Coding teams can also use AI and automation to increase their ability to process claims quickly and without inaccuracies. Quicker processing reduces total charge lag and ensures faster payments—another top priority for organizations focused on improving revenue cycle health.

In addition, AI offers scalability. As any coder knows, the health care landscape is ever-changing, and while coding teams need regular education to stay up to date, AI technology can update an entire system seamlessly and quickly.

Solving Staffing Issues
While the health care industry has traditionally used some AI and automation, such as robotic process automation and bots, it is starting to embrace more in-depth use of the technology, especially as health systems face new challenges triggered by COVID-19.

One major challenge is adequate staffing and employee retention. The great resignation doesn’t just apply to physicians and nurses; it’s also affecting coding departments.

According to the Bureau of Labor Statistics, the overall employment of medical records and health information specialists, which includes coders, is projected to grow 9% from 2020 to 2030. It suspects that about 34,300 job openings will pop up, on average, over the decade. However, many of these openings are expected to result from the need to replace workers who transfer to different occupations or exit the labor force entirely.

A common misconception is that AI and automation will reduce the available jobs in billing and coding. However, this is not the case. Instead, this technology can boost the efficiency and speed of coding teams. It’s a tool for facilitating and enhancing better work environments, not for taking them over entirely.

Imagine this: A team uses AI to automate routine tasks like payment posting and insurance verifications. They also use AI to fully code some of their more common encounters and charts. Because their AI system is regularly updated, they’re confident in its accuracy. Then, they work on the more in-depth, involved tasks that can’t be automated, like denials management—ultimately reducing the amount of time they spend coding and the possibility of human error. Additionally, it frees up time for regular training and education on the latest coding and payer guidelines.
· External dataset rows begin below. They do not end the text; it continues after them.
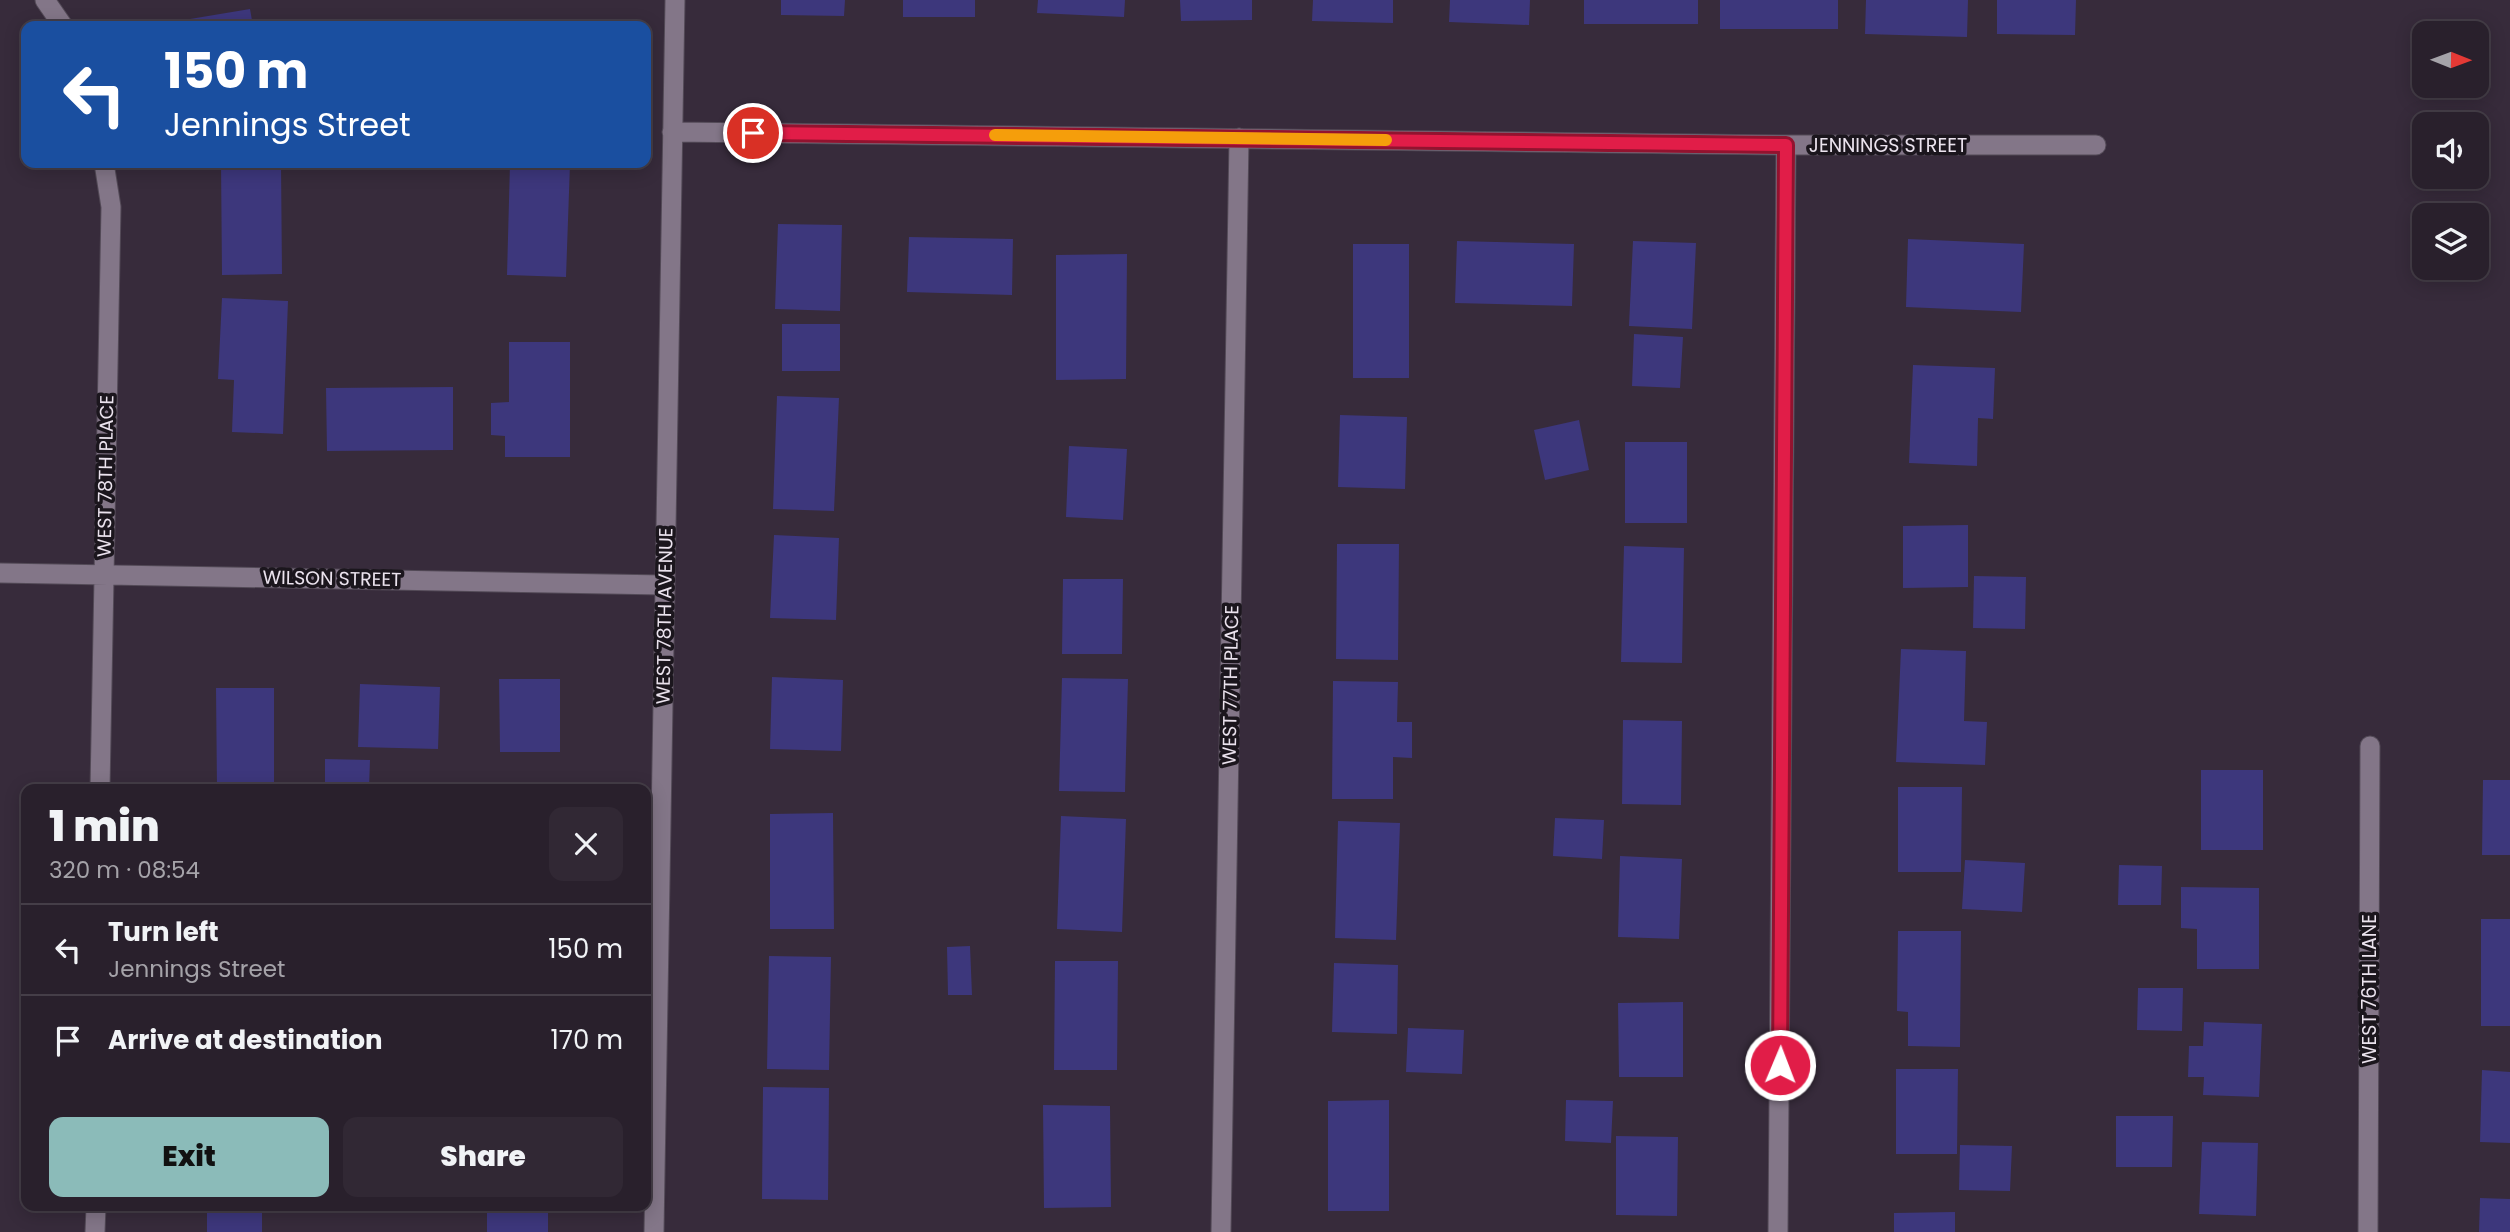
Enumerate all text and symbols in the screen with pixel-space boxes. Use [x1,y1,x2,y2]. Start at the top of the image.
north arrow [2412,21,2488,98]
map controls [2412,21,2489,280]
text: 150 m [164,37,309,105]
icon: left [49,49,140,140]
text: Jennings Street [164,102,411,147]
pin [723,103,783,163]
button: sound [2412,112,2489,189]
icon: arrive [734,114,772,152]
street label: JENNINGS STREET [1809,132,1967,159]
button: layers [2412,203,2489,280]
street label: WEST 78TH PLACE [91,395,120,557]
street label: WEST 78TH AVENUE [649,527,680,705]
street label: WILSON STREET [262,564,402,593]
street label: WEST 77TH PLACE [1216,605,1245,765]
text: 1 min [49,797,160,856]
button: close [549,807,623,881]
text: 320 m · 08:54 [49,854,200,886]
text: Turn left [108,914,219,950]
street label: WEST 76TH LANE [2356,914,2383,1064]
icon: left [49,931,87,969]
text: 150 m [548,931,623,967]
text: Jennings Street [108,953,285,985]
icon: arrive [49,1022,87,1060]
text: Arrive at destination [108,1022,383,1058]
text: 170 m [550,1022,623,1058]
position arrow [1743,1028,1817,1102]
button: Exit [49,1117,329,1197]
button: Share [343,1117,623,1197]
Inadequate staffing is leading to staff burnout as well. It’s no secret that these past few years have taken a severe toll on the entire health care industry. Finding solutions to build professionals back up is imperative to morale, productivity, and retention.

When a team is inadequately staffed, the remaining members are often overworked, leading to low spirits and increased coding inaccuracies. When a single team member is responsible for the work of what should be multiple professionals, mistakes are bound to occur. This creates a negative feedback loop of inaccuracies, denied claims, increased charge lag, employee burnout, and more inaccuracies.

How can coding teams break the cycle? Thoughtful implementation of AI and automation is a possibility. Use this technology to support existing team members by taking simple tasks off their plates and allowing them to use their expertise on more intricate issues.

The Right Solution
The coding industry is complicated and constantly evolving, making it difficult to find effective solutions to coding inaccuracies and staffing shortages. The ability and scalability of AI and automation to update information on rules and guidelines at a moment’s notice make it an asset.

Embracing new technologies can feel daunting, but it’s a surefire way to solve the common coding and staffing challenges plaguing many of today’s coding departments.

— Taylor Ross, CPC, CCS, is the strategy and operations lead at Fathom, a Tarsadia- and Founders Fund-backed company that uses deep learning to automate medical coding. At Fathom, Ross is involved in strategic analysis and client analytics and reporting. She graduated from the University of Pennsylvania with a bachelor’s degree in economics and minors in mathematics, health care services management, and biological basis of behavior.